The ruling means the state can tax malt beverages such as Mike's Hard Lemonade and Smirnoff Ice at $3.75 per gallon, instead of the 31-cent-per-gallon tax imposed on beer, and could force beer-only stores to stop selling such drinks.
But lawmakers are expected to debate a bill this week that would effectively undo Friday's decision, allowing the drinks to again be taxed as beer.
Critics say the beverages are aimed at young customers because of their sweet taste. The Nebraska Liquor Control Commission classified brewed malt beverages as beer in 2006, to align the state's alcoholic beverage policies with federal rules.
The ruling answered a 2009 lawsuit filed by a mother and three Nebraska groups that fight underage drinking. The groups argued that the state commission ruling conflicts with Nebraska law — enacted right after Prohibition — that bans the mixture of hard liquor and beer. Nebraska is the only state with such a ban.

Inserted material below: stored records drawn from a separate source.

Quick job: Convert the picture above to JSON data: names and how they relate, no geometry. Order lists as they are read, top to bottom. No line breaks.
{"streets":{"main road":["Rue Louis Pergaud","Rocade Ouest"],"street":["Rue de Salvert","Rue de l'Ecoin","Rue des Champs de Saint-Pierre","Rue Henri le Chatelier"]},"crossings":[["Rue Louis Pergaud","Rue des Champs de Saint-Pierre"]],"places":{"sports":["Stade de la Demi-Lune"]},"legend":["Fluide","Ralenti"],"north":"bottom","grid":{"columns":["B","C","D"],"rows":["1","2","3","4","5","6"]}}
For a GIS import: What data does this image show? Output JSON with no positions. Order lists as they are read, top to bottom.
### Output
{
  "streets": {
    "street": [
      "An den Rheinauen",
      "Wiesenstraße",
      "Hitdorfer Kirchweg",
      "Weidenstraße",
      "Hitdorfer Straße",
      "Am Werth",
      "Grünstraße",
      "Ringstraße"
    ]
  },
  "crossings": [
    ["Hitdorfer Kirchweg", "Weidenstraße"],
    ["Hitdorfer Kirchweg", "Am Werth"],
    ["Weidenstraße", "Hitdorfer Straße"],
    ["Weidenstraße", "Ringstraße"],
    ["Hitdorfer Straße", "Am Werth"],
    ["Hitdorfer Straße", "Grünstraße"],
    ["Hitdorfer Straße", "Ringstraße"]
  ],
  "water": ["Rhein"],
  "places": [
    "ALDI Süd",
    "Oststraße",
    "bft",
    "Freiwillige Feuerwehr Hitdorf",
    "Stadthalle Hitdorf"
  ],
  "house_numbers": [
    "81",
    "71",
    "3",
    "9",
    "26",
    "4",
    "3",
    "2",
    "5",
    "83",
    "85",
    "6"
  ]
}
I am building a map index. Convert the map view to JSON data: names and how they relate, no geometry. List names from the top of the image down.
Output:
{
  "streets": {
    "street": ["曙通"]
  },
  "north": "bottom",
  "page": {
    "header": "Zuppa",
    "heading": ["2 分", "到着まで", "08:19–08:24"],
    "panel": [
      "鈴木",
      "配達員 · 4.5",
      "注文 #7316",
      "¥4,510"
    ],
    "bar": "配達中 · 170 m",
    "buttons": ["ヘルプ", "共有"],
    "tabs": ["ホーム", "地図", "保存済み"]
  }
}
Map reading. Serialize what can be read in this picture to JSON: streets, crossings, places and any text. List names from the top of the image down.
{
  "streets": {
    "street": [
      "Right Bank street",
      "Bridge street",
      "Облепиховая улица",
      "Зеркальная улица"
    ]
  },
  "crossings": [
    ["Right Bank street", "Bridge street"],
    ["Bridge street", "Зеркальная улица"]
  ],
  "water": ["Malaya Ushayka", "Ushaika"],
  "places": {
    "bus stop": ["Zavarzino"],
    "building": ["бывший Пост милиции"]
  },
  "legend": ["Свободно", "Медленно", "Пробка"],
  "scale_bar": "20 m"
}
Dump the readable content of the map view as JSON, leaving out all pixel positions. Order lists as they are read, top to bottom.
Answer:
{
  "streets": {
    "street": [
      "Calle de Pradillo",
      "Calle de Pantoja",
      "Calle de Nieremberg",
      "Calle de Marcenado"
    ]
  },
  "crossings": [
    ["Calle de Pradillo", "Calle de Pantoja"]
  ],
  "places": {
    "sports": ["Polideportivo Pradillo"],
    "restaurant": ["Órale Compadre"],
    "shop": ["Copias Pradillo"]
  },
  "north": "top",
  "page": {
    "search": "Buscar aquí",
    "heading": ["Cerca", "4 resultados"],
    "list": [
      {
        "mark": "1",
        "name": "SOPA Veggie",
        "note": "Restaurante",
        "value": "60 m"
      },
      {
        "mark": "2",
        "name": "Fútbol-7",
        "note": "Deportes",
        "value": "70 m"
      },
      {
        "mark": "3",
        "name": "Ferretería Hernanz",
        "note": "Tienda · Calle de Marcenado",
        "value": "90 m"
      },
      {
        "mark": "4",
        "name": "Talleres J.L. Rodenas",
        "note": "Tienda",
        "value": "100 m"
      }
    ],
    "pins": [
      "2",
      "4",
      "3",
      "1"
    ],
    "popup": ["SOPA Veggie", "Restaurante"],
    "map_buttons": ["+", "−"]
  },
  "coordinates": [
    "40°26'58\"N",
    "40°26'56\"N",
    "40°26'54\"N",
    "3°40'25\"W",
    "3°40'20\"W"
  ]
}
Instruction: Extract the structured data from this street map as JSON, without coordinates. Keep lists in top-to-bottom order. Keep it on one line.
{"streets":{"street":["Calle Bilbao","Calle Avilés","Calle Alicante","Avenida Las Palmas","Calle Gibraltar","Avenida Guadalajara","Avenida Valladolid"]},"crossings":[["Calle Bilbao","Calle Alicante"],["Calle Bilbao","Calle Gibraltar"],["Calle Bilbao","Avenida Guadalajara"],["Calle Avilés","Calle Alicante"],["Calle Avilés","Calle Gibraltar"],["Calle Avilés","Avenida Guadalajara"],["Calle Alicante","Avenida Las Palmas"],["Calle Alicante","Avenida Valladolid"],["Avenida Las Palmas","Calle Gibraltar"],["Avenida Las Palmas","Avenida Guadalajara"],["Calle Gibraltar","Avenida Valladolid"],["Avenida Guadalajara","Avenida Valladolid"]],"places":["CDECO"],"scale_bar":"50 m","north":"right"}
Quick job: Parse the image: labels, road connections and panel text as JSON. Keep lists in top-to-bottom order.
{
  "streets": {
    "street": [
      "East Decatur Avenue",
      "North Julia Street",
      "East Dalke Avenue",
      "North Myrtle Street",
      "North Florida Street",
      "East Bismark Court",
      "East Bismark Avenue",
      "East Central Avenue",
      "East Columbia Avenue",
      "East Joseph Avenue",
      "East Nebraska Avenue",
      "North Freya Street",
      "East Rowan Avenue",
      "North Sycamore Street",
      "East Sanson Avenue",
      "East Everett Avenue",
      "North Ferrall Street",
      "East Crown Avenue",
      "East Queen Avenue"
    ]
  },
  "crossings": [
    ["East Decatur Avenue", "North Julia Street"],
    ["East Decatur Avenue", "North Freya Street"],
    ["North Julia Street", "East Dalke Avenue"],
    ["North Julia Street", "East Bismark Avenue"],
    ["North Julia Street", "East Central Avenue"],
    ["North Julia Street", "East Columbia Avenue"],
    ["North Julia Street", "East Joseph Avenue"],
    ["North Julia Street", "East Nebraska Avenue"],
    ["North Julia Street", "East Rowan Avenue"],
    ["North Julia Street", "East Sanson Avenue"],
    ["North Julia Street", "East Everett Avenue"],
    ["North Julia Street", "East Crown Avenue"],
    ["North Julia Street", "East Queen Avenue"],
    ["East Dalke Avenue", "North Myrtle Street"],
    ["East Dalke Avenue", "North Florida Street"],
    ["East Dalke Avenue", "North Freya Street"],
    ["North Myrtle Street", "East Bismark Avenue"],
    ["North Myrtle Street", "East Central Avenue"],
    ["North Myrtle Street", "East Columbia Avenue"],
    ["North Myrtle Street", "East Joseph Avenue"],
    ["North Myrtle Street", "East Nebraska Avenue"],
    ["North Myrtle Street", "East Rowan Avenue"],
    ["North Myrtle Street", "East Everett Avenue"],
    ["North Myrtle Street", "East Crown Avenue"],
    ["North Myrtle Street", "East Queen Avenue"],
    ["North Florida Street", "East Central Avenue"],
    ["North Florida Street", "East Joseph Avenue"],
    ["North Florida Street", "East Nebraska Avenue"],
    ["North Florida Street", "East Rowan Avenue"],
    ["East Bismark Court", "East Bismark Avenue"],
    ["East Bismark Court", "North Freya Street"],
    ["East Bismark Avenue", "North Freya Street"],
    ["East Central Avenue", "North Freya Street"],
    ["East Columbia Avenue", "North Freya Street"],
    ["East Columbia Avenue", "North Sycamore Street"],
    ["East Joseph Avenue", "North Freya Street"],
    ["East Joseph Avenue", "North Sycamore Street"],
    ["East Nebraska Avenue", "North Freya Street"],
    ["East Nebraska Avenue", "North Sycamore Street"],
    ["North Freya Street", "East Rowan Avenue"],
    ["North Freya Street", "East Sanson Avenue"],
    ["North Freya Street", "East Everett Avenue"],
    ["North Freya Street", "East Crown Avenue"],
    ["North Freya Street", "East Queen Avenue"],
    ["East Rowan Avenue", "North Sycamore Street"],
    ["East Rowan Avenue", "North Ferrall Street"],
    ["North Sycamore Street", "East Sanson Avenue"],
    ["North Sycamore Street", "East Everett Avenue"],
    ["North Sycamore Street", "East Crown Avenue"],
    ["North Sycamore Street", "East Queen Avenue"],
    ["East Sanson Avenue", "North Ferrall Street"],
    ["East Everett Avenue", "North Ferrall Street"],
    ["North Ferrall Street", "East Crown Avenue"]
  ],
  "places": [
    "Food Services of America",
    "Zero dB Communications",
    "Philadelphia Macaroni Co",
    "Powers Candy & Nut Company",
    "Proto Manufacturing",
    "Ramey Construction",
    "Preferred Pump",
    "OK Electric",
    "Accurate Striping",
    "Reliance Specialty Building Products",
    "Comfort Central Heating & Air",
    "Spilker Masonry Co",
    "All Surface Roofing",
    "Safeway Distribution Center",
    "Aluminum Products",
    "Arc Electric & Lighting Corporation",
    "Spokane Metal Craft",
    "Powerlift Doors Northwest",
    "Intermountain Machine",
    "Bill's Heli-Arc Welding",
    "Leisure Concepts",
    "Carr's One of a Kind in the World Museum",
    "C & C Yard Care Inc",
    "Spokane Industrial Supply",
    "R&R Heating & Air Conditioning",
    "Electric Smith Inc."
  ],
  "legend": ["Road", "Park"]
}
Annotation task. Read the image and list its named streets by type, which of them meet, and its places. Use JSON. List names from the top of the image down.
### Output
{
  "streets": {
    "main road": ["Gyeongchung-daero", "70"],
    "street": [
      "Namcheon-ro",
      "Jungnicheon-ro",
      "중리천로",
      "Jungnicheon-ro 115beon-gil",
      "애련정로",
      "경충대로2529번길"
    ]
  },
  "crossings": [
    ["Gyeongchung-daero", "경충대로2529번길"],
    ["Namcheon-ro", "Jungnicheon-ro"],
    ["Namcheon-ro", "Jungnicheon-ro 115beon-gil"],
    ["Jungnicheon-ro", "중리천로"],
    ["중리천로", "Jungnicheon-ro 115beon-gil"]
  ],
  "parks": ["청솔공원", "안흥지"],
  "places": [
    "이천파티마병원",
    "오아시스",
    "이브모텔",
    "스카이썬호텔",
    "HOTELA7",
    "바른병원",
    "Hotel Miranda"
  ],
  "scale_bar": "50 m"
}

One of the groups, Project Extra Mile, contends the beer classification helped make the drinks popular with underage drinkers by keeping them on more store shelves and at lower prices. Assuming the higher taxes are passed along to consumers, the hard-liquor classification would significantly raise shelf prices.
The court said the commission exceeded its authority when it classified the beverages as beer, but acknowledged that the Legislature could change the definition.
"The Nebraska Liquor Control Commission plainly defines spirits as beverages that contain alcohol obtained by distillation," the court wrote in its opinion. "Up to 49 percent of the alcohol in flavored malt beverages is distilled alcohol. Therefore, a flavored malt beverage is a spirit."
the Nebraska Attorney General's office argued that flavored malt beverages meet the definition of beer under state law. The attorney general's office also questioned whether the mother and three groups had standing to bring the lawsuit because the classification of the drinks had no direct effect on them.
The group's attorney, Vince Powers, said taxing the malt beverages as liquor could yield an additional $2 million to $3 million annually for the state and helped fight underage drinking.
"Now these out-of-state corporations will have to follow the law and pay their fair share like the rest of us," he said.
But Nebraska lawmakers could begin debate as early as this week to redefine the beverages as beer for tax purposes.
Wilber Sen. Russ Karpisek said he introduced the measure in anticipation of the court rejecting the commission's decision and classifying the drinks as liquor.
His proposal, LB 824, has won support from the beverage, grocery and convenience stores industries but was opposed by Project Extra Mile, the Omaha-based group that fights underage drinking. The Legislature's General Affairs Committee voted 8-0 to advance the measure for full legislative debate.
"That's why we put the bill in," Karpisek said of the ruling. "We wanted it just in case the ruling wasn't what we agreed with, or if there wasn't a ruling for a while."